* [WHAT THIS TASK INVOLVES]: The first line of the entries through the line bearing "Serialize what can": copy these lines exactly and return nothing else.

* [DATASET ENTRIES]:

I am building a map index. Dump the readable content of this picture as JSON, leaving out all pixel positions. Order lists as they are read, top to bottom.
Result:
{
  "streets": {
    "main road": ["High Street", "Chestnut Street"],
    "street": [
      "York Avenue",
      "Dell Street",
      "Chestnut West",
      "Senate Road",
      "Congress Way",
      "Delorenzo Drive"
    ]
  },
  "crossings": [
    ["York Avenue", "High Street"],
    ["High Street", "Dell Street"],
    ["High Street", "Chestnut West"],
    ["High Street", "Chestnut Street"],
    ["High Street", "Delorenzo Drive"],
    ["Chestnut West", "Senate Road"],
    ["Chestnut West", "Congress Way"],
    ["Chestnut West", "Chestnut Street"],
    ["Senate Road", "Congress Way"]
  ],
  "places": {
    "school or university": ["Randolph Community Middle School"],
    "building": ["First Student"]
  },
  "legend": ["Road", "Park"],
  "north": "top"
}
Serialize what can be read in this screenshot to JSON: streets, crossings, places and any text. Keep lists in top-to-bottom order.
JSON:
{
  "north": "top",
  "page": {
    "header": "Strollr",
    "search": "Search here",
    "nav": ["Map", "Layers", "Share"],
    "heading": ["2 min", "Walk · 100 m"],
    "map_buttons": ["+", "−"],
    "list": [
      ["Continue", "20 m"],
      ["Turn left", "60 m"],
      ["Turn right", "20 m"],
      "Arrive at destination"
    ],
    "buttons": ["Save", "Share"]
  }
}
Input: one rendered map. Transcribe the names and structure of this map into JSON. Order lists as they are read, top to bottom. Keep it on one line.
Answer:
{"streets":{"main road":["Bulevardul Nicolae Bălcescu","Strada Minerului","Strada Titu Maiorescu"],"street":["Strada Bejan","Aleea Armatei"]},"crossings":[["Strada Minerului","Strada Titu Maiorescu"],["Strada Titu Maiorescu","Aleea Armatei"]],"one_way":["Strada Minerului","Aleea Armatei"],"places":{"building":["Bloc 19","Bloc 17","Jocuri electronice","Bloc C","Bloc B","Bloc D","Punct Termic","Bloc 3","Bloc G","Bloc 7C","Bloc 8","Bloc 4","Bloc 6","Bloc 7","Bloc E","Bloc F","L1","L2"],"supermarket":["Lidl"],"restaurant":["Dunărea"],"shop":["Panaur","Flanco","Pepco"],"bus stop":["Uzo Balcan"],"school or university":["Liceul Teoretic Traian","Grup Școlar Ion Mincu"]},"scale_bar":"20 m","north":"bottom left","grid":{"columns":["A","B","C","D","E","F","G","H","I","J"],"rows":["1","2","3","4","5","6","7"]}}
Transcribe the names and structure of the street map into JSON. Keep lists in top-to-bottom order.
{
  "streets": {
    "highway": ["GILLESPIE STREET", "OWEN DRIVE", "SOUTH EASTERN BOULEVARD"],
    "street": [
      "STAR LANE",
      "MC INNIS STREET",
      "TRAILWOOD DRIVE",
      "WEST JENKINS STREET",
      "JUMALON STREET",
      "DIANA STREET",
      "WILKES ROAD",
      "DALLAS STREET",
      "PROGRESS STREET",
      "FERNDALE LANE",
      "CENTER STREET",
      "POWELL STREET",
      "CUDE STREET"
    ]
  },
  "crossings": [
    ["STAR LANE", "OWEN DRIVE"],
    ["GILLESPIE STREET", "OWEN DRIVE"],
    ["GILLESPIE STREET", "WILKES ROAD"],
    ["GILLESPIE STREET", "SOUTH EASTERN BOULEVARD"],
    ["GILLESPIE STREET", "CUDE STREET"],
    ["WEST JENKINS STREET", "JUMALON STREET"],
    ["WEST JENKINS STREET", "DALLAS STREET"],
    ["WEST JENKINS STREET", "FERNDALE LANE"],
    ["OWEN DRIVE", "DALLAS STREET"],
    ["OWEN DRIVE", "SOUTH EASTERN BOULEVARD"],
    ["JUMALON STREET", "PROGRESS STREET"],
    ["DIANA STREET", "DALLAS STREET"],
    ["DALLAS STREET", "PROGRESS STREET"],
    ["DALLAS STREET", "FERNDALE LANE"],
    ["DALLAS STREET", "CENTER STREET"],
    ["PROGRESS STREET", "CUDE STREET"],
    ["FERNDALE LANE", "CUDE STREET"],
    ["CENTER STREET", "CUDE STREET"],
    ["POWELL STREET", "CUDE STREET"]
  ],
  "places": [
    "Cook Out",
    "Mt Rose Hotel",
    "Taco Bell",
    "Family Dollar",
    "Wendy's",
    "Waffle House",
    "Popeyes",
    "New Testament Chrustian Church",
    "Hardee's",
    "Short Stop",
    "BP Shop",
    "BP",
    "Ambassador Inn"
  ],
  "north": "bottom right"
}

* [ANSWER BOX]:
I am building a map index. Dump the readable content of this picture as JSON, leaving out all pixel positions. Order lists as they are read, top to bottom.
Result:
{
  "streets": {
    "main road": ["High Street", "Chestnut Street"],
    "street": [
      "York Avenue",
      "Dell Street",
      "Chestnut West",
      "Senate Road",
      "Congress Way",
      "Delorenzo Drive"
    ]
  },
  "crossings": [
    ["York Avenue", "High Street"],
    ["High Street", "Dell Street"],
    ["High Street", "Chestnut West"],
    ["High Street", "Chestnut Street"],
    ["High Street", "Delorenzo Drive"],
    ["Chestnut West", "Senate Road"],
    ["Chestnut West", "Congress Way"],
    ["Chestnut West", "Chestnut Street"],
    ["Senate Road", "Congress Way"]
  ],
  "places": {
    "school or university": ["Randolph Community Middle School"],
    "building": ["First Student"]
  },
  "legend": ["Road", "Park"],
  "north": "top"
}
Serialize what can be read in this screenshot to JSON: streets, crossings, places and any text. Keep lists in top-to-bottom order.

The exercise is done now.